**Instructions for the task**
Could you repeat every entry below word for word, leaving out the pictures?

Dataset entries
★ ★ ★ ★
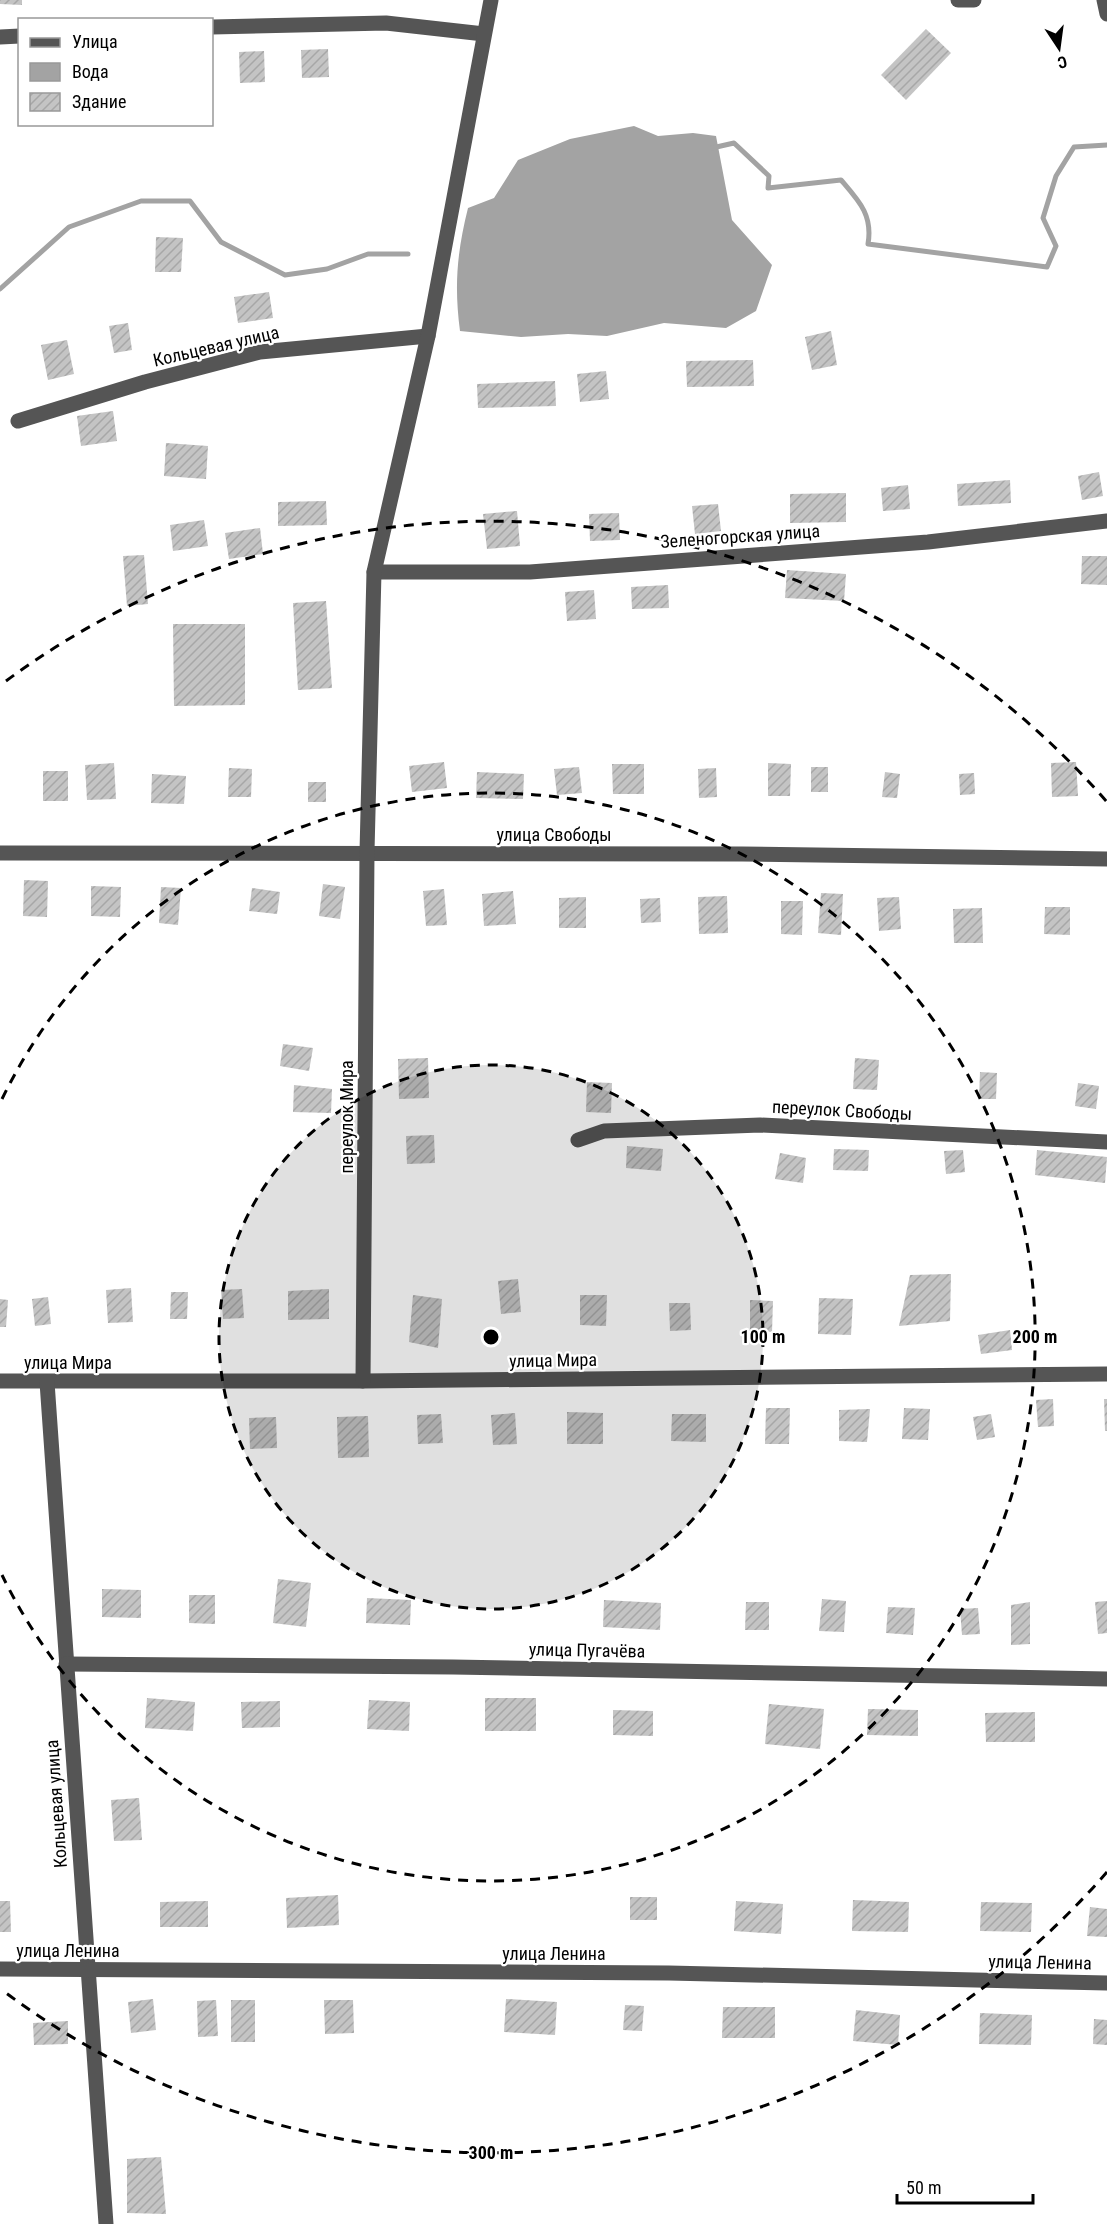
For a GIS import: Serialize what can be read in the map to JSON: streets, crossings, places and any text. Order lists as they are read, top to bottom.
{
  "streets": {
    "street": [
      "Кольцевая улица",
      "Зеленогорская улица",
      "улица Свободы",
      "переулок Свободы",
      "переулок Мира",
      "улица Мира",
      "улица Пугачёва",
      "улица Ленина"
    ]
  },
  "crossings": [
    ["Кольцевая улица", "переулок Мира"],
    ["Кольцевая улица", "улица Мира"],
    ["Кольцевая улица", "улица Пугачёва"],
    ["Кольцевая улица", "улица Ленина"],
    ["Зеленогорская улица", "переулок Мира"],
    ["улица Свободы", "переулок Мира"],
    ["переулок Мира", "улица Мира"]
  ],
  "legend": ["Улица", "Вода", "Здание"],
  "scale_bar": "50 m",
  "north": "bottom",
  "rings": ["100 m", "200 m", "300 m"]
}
★ ★ ★ ★
**Task result**
For a GIS import: Serialize what can be read in the map to JSON: streets, crossings, places and any text. Order lists as they are read, top to bottom.
{
  "streets": {
    "street": [
      "Кольцевая улица",
      "Зеленогорская улица",
      "улица Свободы",
      "переулок Свободы",
      "переулок Мира",
      "улица Мира",
      "улица Пугачёва",
      "улица Ленина"
    ]
  },
  "crossings": [
    ["Кольцевая улица", "переулок Мира"],
    ["Кольцевая улица", "улица Мира"],
    ["Кольцевая улица", "улица Пугачёва"],
    ["Кольцевая улица", "улица Ленина"],
    ["Зеленогорская улица", "переулок Мира"],
    ["улица Свободы", "переулок Мира"],
    ["переулок Мира", "улица Мира"]
  ],
  "legend": ["Улица", "Вода", "Здание"],
  "scale_bar": "50 m",
  "north": "bottom",
  "rings": ["100 m", "200 m", "300 m"]
}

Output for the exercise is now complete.